A 4-digit decimal number A could be written as A = 1000a + 100b + 10c + d, giving A' = 1000d + 100c + 10b + a. Assume that a ≥ d. (If that is not true just swap A and A'.) We first consider the case where a and d are different: a > d. Then

B = 1000(a - d) + 100(b - c) + 10(c - b) + (d - a).

The key case here is when b = c so that B = 1000(a - d) + (d - a). Since d - a is negative we have to borrow from the first term:

B = 1000(a - d - 1) + 990 + (10 + d - a).

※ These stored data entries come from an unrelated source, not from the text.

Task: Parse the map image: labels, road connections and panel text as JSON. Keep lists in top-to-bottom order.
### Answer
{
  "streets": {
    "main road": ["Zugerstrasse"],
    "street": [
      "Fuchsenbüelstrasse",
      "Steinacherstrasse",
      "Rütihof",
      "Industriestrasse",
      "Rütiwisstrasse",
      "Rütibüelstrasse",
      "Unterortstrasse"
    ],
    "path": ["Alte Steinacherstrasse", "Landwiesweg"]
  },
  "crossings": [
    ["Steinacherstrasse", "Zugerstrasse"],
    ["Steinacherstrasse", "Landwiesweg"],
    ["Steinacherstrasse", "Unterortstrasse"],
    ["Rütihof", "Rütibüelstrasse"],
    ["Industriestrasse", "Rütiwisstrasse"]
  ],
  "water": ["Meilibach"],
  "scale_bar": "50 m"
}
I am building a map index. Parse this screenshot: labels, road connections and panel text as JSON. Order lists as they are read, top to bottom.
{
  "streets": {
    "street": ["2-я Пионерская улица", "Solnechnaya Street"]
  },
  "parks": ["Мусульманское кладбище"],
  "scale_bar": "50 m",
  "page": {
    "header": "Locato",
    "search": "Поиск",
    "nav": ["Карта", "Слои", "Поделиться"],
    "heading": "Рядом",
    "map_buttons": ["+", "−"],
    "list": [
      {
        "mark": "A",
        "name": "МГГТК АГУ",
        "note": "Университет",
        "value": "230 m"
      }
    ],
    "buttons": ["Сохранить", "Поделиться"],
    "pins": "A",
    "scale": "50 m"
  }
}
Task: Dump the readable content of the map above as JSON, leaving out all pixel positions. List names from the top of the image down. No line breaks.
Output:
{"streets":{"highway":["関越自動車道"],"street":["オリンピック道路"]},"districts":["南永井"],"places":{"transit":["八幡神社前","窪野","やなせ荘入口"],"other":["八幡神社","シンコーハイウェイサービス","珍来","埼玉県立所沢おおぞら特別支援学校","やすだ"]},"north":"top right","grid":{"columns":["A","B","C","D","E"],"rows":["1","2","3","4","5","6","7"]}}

Introduce x = a - d - 1 and y = 10 + d - a. Then B = x99y and B' = y99x, with x + y = 9, making

B + B ' = 1000(x + y) + 990 + 990 + (x + y) = 9000 + 1980 + 9 = 10989.

Next, assume c > b. In this case,

B = 1000(a - d - 1) + 100(10 + b - c) + 10(c - b - 1) + (10 + d - a)

and

B' = 1000(10 + d - a) + 100(c - b - 1) + 10(10 + b - c) + (a - d - 1),

so that B + B' = 9999.

If b > c, we proceed differently:

	B	= 1000(a - d) + 100(b - c) + 10(c - b) + (d - a)
		= 1000(a - d) + 100(b - c - 1) + 10(9 + c - b) + (10 + d - a).

Which gives B' = 1000(10 + d - a) + 100(9 + c - b) + 10(b - c - 1) + (a - d) so that

B + B' = 1000·10 + 100·8 + 10·8 + 10 = 10890.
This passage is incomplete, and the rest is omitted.